Jasna Dubravcic, Showa Women s Junior College, Tokyo



  • Key Words: Extensive Reading, Pair Work, Group
  • Learner English Level: Low Intermediate to Advanced Learner
  • Learner Maturity Level: Jr. High School and above
  • Preparation Time: None
  • Activity Time: One class period or less

Literature on teaching reading has pointed out the importance of extensive reading for improving reading skills and expanding vocabulary. As a result, many language programs have built up their library of graded readers and made them an integral component of reading classes. Besides improving students' reading skills, graded readers also provide excellent opportunities for speaking activities. However, speaking activities can be a problem since all students in class do not usually read the same book. "Telling the Truth" is a solution to this problem.

"Telling the Truth" is a game in which several students claim that they have read a particular book, but only one of them is telling the truth. The other students in class have to find out which one of the students is telling the truth by asking them questions about the story.
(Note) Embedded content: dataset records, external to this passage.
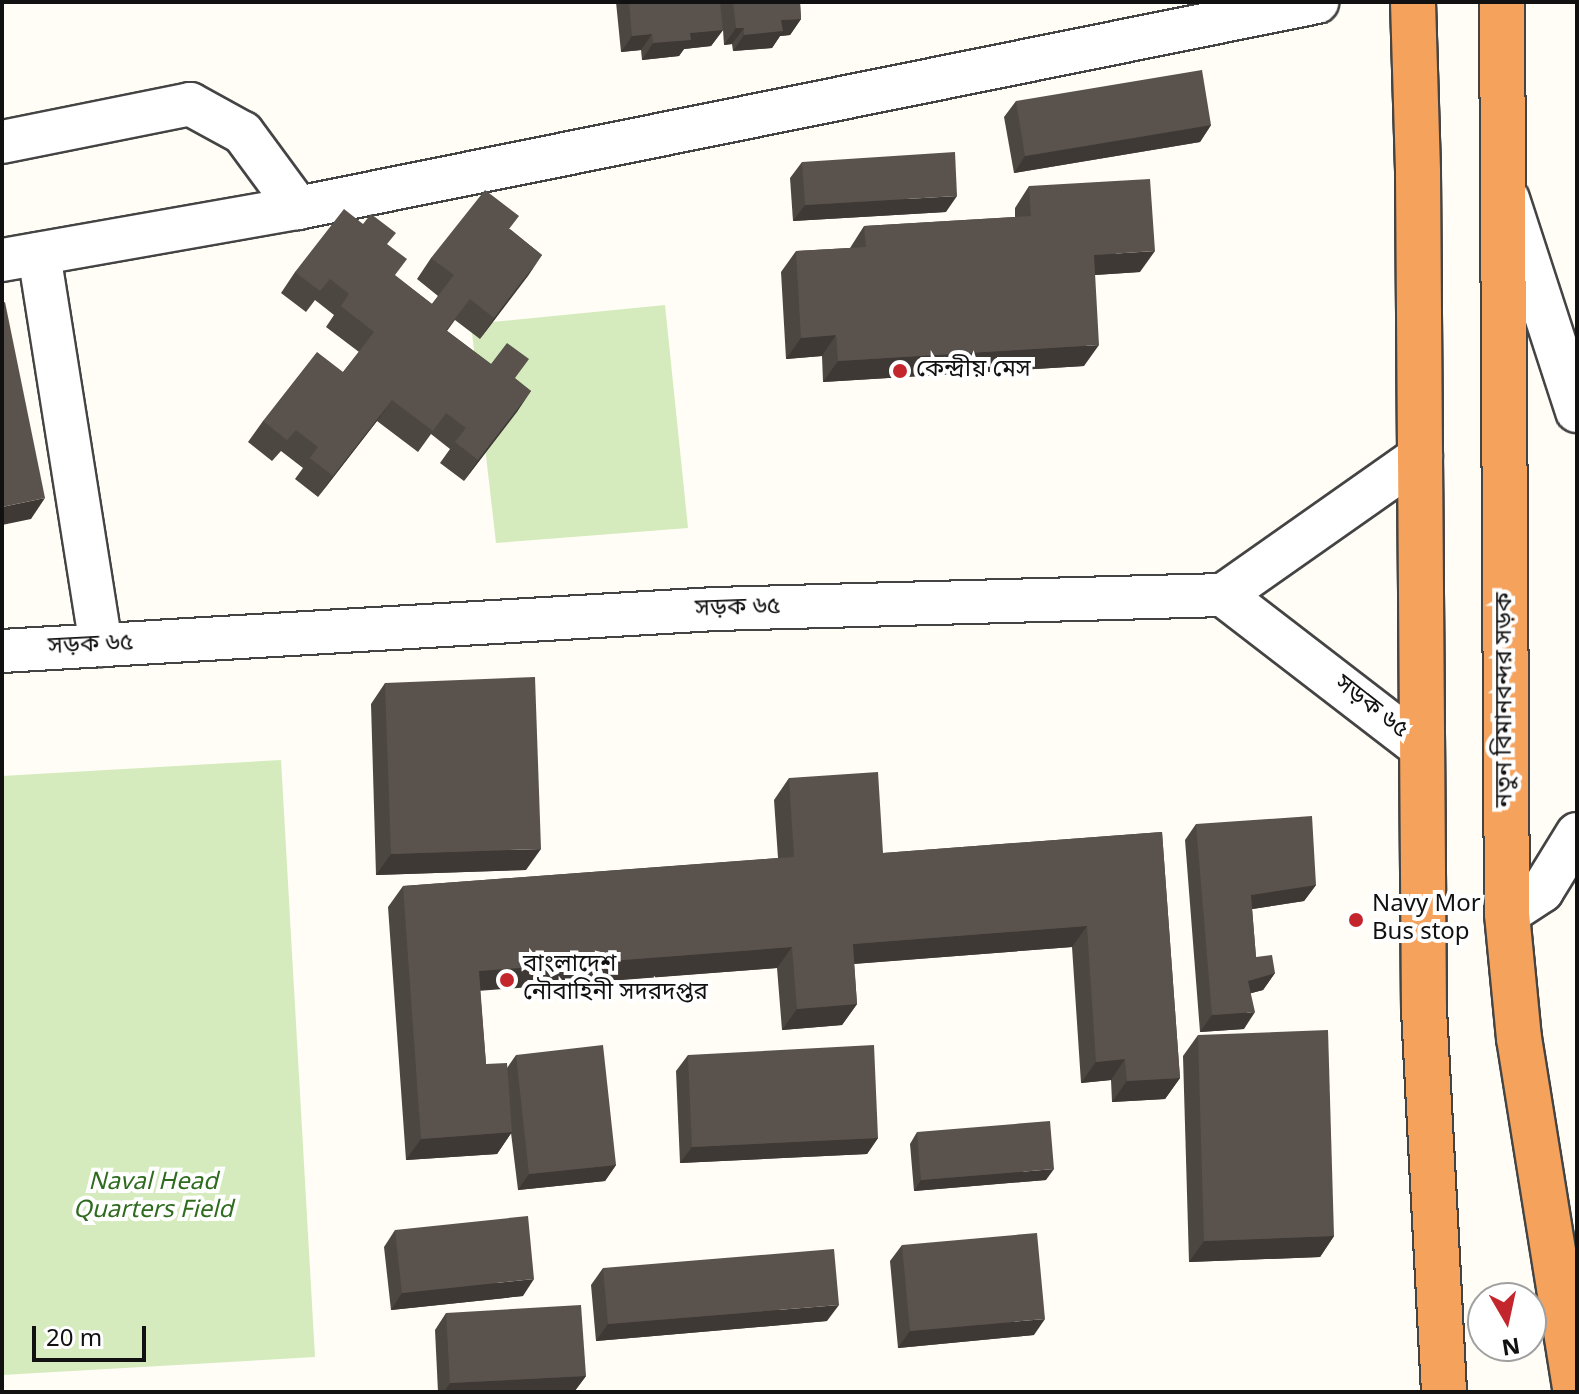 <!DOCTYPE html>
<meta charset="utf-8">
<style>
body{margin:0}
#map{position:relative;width:1579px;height:1394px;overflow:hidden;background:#fffdf5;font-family:Georgia,"Noto Sans Bengali",serif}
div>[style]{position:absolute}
.green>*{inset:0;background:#d5ebbd}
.roads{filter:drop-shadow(2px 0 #444) drop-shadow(-2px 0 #444) drop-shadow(0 2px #444) drop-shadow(0 -2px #444)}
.minor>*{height:42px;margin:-21px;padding:0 21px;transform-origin:21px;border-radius:21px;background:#fff}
.highway>*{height:44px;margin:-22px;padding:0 22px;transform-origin:22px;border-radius:22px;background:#f5a25d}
.wall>*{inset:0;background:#4d4742}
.shaded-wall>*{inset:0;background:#3f3936}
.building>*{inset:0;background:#5a524d}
.dots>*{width:22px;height:22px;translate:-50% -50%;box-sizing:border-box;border:4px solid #fff;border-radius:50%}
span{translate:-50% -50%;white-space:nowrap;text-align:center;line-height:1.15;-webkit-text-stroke:8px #fff;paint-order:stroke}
.poi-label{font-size:24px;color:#111}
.left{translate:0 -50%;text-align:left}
.street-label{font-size:24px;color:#111}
.park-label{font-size:24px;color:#2f6b1f;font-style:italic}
.frame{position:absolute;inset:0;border:4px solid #111;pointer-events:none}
.north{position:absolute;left:1467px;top:1282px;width:80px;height:80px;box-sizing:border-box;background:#fff;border:2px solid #a0a0a0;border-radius:50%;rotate:171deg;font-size:22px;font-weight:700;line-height:32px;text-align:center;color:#111}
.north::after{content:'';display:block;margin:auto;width:28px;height:36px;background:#c4262e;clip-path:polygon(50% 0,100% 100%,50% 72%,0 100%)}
.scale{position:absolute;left:32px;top:1326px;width:114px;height:36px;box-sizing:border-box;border:4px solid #111;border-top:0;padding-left:10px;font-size:24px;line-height:28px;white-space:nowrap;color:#111;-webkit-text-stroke:6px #fff;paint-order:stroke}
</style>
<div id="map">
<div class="green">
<i style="clip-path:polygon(665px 305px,688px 528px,496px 543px,471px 324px)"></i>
<i style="clip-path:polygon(281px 760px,315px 1357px,2px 1375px,2px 776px)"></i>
</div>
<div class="roads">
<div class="minor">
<i style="left:2px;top:142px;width:192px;rotate:-11.4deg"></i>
<i style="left:190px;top:104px;width:60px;rotate:28.7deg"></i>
<i style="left:243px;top:133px;width:93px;rotate:53.7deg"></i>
<i style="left:1508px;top:199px;width:223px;rotate:72deg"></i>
<i style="left:39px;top:254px;width:396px;rotate:81deg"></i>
<i style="left:2px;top:260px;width:301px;rotate:-10deg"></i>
<i style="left:298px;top:208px;width:1040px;rotate:-11.43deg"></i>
<i style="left:1223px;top:595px;width:242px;rotate:-35.1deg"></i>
<i style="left:2px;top:651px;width:715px;rotate:-3.37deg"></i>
<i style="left:716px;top:609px;width:507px;rotate:-1.58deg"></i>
<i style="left:1223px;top:595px;width:251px;rotate:37.6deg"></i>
<i style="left:1507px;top:914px;width:42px;rotate:-33.3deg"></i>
<i style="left:1542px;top:891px;width:67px;rotate:-58.4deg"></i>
</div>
<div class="highway">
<i style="left:1413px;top:2px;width:171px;rotate:88.3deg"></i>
<i style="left:1418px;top:173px;width:837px;rotate:89.59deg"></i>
<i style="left:1424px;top:1010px;width:383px;rotate:87deg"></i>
<i style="left:1502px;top:2px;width:912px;rotate:89.69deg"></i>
<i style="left:1507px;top:914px;width:125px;rotate:84.5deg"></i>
<i style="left:1519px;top:1038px;width:359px;rotate:80.9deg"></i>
</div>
</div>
<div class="wall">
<i style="clip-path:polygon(616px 2px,800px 2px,801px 19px,790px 35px,780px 36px,772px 48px,733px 51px,732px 44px,724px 45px,723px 30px,711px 46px,684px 49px,679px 56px,642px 60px,641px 50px,621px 52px)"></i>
<i style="clip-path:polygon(1016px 101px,1211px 125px,1200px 142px,1014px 173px,1004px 117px)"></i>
<i style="clip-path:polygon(802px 162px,946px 212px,793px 221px,790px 178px)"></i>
<i style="clip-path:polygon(1029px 186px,1140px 272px,1095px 275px,1084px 366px,823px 382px,822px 356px,786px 359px,781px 272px,796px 251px,850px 248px,864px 226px,1015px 217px,1015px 208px)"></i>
<i style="clip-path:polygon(510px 229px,542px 255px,480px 339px,455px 320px,447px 331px,491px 364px,515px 379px,531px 391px,464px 481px,440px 463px,450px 449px,431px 434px,418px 452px,377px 421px,318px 497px,295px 479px,303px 468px,281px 451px,272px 461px,248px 442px,263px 421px,343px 372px,359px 352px,326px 327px,334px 315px,315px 300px,306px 312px,281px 293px,295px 272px,388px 245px,395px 276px,432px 304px,438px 296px,417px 279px,431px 258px)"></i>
<i style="clip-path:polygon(385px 683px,526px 870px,376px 875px,371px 704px)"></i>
<i style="clip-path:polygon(789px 778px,883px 853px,1162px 832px,1180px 1078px,1165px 1099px,1112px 1102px,1111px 1080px,1081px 1083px,1072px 947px,854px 964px,857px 1004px,842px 1025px,782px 1030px,777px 968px,480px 990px,486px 1064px,507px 1068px,516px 1055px,616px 1165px,605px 1181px,518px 1190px,511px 1133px,497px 1154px,406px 1160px,388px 907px,403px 886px,778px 858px,774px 800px)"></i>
<i style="clip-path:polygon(1196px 824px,1316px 885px,1304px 901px,1252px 909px,1256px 957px,1275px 973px,1263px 990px,1251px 993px,1244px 1029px,1200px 1032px,1185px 840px)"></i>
<i style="clip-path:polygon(1198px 1035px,1334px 1236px,1320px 1257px,1189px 1262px,1183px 1056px)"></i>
<i style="clip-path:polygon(688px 1055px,878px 1138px,867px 1154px,680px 1163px,676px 1071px)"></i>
<i style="clip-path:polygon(917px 1132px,1046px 1180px,914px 1191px,910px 1144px)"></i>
<i style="clip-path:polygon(395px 1230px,523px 1296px,391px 1310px,384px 1247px)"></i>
<i style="clip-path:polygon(902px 1245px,1034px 1335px,898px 1348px,890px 1261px)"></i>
<i style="clip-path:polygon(603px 1268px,827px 1321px,596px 1341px,591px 1285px)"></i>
<i style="clip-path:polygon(446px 1313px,586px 1376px,574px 1392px,438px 1392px,435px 1330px)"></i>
</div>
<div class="shaded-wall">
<i style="clip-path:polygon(801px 19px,790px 35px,780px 36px,772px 48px,733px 51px,744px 35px,781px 20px)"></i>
<i style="clip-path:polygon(736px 28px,744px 28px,732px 44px,724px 45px)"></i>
<i style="clip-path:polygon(723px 30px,711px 46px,684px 49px,679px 56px,642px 60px,653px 43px,690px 33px)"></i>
<i style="clip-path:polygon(652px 34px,641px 50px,621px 52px,632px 36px)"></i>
<i style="clip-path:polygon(1211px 125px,1200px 142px,1014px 173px,1025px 156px)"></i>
<i style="clip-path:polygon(957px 196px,946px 212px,793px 221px,805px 205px)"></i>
<i style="clip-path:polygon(1155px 251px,1140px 272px,1079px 276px,1094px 255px)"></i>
<i style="clip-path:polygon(542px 255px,528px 276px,480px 339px,494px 318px)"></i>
<i style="clip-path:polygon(836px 335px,822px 356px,786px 359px,801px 338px)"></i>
<i style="clip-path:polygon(1099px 345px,1084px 366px,823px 382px,838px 361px)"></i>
<i style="clip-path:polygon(531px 391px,517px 412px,464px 481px,478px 460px)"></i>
<i style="clip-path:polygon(392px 400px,377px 421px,318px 497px,333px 476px)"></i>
<i style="clip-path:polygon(45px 498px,31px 519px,2px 525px,2px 507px)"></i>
<i style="clip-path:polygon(541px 849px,526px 870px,376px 875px,391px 854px)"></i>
<i style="clip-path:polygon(1316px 885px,1304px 901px,1240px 911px,1251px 895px)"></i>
<i style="clip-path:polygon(1087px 926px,1072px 947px,838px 965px,853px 944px)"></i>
<i style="clip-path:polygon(792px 947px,777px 968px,464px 992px,479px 971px)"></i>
<i style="clip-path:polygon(1275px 973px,1263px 990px,1237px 997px,1248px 981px)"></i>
<i style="clip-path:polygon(857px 1004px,842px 1025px,782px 1030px,797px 1009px)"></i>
<i style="clip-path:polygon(1255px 1012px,1244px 1029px,1200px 1032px,1212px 1015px)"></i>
<i style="clip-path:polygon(1125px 1059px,1111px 1080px,1081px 1083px,1096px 1062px)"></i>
<i style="clip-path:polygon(1180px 1078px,1165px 1099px,1112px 1102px,1127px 1081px)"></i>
<i style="clip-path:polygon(512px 1132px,497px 1154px,406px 1160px,421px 1139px)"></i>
<i style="clip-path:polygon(878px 1138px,867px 1154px,680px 1163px,692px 1147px)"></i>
<i style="clip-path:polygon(616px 1165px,605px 1181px,518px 1190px,529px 1174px)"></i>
<i style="clip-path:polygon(1054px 1169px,1046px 1180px,914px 1191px,921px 1180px)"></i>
<i style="clip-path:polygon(1334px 1236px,1320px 1257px,1189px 1262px,1204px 1241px)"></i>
<i style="clip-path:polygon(534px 1279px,523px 1296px,391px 1310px,402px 1293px)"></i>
<i style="clip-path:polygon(839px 1305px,827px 1321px,596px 1341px,608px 1324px)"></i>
<i style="clip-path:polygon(1045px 1319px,1034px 1335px,898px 1348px,910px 1331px)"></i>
<i style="clip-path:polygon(586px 1376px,574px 1392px,444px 1392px,450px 1383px)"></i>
</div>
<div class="building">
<i style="clip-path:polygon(629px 2px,720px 2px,723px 30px,690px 33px,691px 40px,653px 43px,652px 34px,632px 36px)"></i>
<i style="clip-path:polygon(733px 2px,800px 2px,801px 19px,781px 20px,783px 31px,744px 35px,744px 28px,736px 28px)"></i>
<i style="clip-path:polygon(1202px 70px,1211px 125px,1025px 156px,1016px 101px)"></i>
<i style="clip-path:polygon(955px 152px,957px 196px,805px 205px,802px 162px)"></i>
<i style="clip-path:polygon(1150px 179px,1155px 251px,1094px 255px,1099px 345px,838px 361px,836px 335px,801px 338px,796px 251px,866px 247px,864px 226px,1031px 216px,1029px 186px)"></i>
<i style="clip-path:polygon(485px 190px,519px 216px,509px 229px,542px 255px,494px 318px,470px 299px,446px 330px,491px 364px,507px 343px,529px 359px,515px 378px,531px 391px,478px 460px,455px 442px,466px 428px,446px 413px,433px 431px,392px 400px,333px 476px,310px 458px,318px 447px,296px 430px,287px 440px,263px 421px,317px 352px,343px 372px,374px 332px,341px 306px,349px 294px,330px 279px,320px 291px,295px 272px,344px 209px,363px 224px,371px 214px,396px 233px,387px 244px,407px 259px,395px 275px,432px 304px,454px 275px,431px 258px)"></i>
<i style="clip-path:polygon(5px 302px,45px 498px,2px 507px,2px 303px)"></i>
<i style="clip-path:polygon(535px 677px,541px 849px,391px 854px,385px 683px)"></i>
<i style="clip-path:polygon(878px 772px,883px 853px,1162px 832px,1180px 1078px,1127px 1081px,1125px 1059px,1096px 1062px,1087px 926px,853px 944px,857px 1004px,797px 1009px,792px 947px,479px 971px,486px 1064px,507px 1063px,512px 1132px,421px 1139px,403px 886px,794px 857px,789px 778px)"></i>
<i style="clip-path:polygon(1312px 816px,1316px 885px,1251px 895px,1256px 957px,1272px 955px,1275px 973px,1248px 981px,1255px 1012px,1212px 1015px,1196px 824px)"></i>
<i style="clip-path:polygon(1328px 1030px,1334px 1236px,1204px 1241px,1198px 1035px)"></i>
<i style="clip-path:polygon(603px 1045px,616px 1165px,529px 1174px,516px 1055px)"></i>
<i style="clip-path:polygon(874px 1045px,878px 1138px,692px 1147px,688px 1055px)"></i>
<i style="clip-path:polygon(1050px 1121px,1054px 1169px,921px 1180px,917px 1132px)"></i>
<i style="clip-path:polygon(528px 1216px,534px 1279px,402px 1293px,395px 1230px)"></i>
<i style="clip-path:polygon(1037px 1233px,1045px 1319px,910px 1331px,902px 1245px)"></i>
<i style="clip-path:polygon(834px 1249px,839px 1305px,608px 1324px,603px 1268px)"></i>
<i style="clip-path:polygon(581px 1305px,586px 1376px,450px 1383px,446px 1313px)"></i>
</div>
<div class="dots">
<i style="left:900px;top:371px;background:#c4262e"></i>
<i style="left:1356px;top:920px;background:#c4262e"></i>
<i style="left:507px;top:980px;background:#c4262e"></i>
</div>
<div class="poi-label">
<span class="left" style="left:916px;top:371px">কেন্দ্রীয় মেস</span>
<span class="left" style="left:1372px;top:920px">Navy Mor<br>Bus stop</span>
<span class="left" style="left:523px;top:980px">বাংলাদেশ<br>নৌবাহিনী সদরদপ্তর</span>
</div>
<div class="street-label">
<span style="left:738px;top:609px;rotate:-2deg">সড়ক ৬৫</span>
<span style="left:91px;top:646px;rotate:-3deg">সড়ক ৬৫</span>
<span style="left:1506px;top:700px;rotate:-90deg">নতুন বিমানবন্দর সড়ক</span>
<span style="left:1371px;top:708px;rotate:38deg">সড়ক ৬৫</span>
</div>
<div class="park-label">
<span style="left:153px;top:1198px">Naval Head<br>Quarters Field</span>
</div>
<div class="frame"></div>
<div class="north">N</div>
<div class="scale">20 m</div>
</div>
Students are put into groups of three or four. Members of each group have to decide which story they are going to say they have read. They have to select a story that only one of them has read. After they choose a story, a student who has read the story tells the members of his or her group as much about the story as possible.

When all of the groups are ready, one of the groups comes in front of the class and each member of the group says, "I have read [title of story]." Then the other students in class start asking them questions about the story. They may start with more general questions, such as "Who are the main characters?", "Where does the story take place?" or "What happens at the beginning/end of the story?" After students get some information about the story, they should ask about details. If some students have read the same story, they should particularly be encouraged to ask such questions.

For example, questions for details about Erich Segal's Love Story may be:

  • How old was Jennifer/Oliver?

  • What did Jennifer/Oliver major in?

  • Where did Jennifer die?

  • Who was with Jennifer when she died?

The student who asks the question decides which member of the group in front will answer a particular question. The same question can also be asked to all of the members of the group in front. If a student does not know the answer to a question, s/he may decide to make up an answer or say, "I do not know."

After asking questions for about seven to ten minutes, the students vote on who they think told the truth -- who read the book. After the vote, the group who was questioned reveals which one of them read the story. Then another group comes in front of the class and the whole procedure is repeated.


Suggestions and Options

When playing the game for the first time. the teacher should brainstorm with students about questions that they may ask. For this practice, the questions can be about a story that is familiar to most students.

To encourage students to ask questions, groups can earn a point for each question asked by a member. The teacher can keep a record on the blackboard and at the end give an award to the group who asked the most questions.

This game can also be done as a warm-up activity at the beginning of class or to fill in time at the end of class. In this case, a few students can be asked to leave the classroom for about seven minutes to decide on a story and to prepare themselves for questioning.



This game is beneficial in several ways. It combines speaking and reading practice while adding the tone of entertainment to class. In addition, it gives students an opportunity to practice their speaking skills in a meaningful and purposeful way. Students carry on a meaningful conversation among themselves for the purpose of finding out which student is telling the truth. Furthermore, this game may increase students' motivation in reading. As students learn about the books that their classmates have read, they may become interested in reading the same books. Finally, doing this activity enables the teacher to get some information on what students read and how much they understand.